Reliability during live calls
Runtime isolation also affects communication quality:
| Control | Why it matters |
|---|
| One call per worker | A stuck pipeline affects one call, not many calls. |
nginx max_conns=1 | A busy worker should not receive another live call. |
CallTracker | App-level capacity guard for call routes. |
| Result outbox | Call results survive transient CXB API failures. |
| Agent Desk outbox | Human handoff attempts are not lost on transient enqueue failure. |
| Shared post-call logic | All transports get the same disposition, analysis, QC, and webhook behavior. |
Measurement
CXB Core emits enough detail to debug call quality after the fact:
| Signal | Use |
|---|
stt_ms | Detect slow speech recognition. |
llm_ms | Detect slow model response. |
tts_ms | Detect slow speech generation. |
tool_ms | Detect slow custom API calls. |
rag_ms | Detect slow knowledge search. |
| Events | See tool calls, knowledge search, disconnect reason, and pipeline state. |
service_error event | Classifies a pipeline failure as llm/tts/stt/unknown, with the failing processor, truncated message, and a fatal flag. First place to look when a call ends abruptly. |
| User-turn events | user_turn_started / user_turn_inference_triggered / turn_stop_timeout / user_turn_stopped show how each turn was detected and closed. |
| Recording | Hear what the customer heard. |
| Transcript | Compare what was said with what was recognized. |
The user-turn stop-reason telemetry explains the hardest call-quality bugs. A turn_stop_timeout event, or a user_turn_stopped with inference_triggered = false but had_content = true, means the customer’s turn was force-closed by the watchdog and its transcript never reached the LLM — the dead-air / force-closed-turn signature. Pair this with VAD settings and service_error events to find the cause.
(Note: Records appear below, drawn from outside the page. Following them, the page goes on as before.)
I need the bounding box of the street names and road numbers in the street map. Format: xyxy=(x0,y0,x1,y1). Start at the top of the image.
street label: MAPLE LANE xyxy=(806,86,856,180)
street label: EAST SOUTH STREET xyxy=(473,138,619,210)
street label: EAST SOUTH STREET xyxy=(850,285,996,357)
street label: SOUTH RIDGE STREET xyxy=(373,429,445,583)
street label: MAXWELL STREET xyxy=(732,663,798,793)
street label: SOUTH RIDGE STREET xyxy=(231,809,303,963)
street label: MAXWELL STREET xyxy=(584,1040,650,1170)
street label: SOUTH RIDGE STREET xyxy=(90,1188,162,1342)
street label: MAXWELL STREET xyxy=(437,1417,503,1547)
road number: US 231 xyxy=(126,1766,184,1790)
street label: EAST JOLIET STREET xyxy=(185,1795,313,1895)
When a call feels bad, engineers should inspect the transcript, recording, events, latency samples, tool telemetry, and final disposition together. One signal alone rarely explains the whole call.
What to tune first
| Symptom | First places to check |
|---|
| Bot interrupts too easily | min_words_interruption, backchannel text, VAD settings, STT interim behavior |
| Bot responds too slowly | STT/LLM/TTS latency, TTS cache, tool policy, RAG latency |
| Bot talks over the customer | turn detection strategy, VAD stop timing, turn-detecting STT settings |
| Long silence during API calls | custom tool timing policy and pre-message guidance |
| Bad answers from documents | KB attachment, trigger instructions, search_knowledge events |
| Poor campaign result quality | re-engagement, auto-dispositions, voicemail handling, test-call matrix |
This is the communication-quality engineering layer. The model matters, but the production experience comes from these controls working together.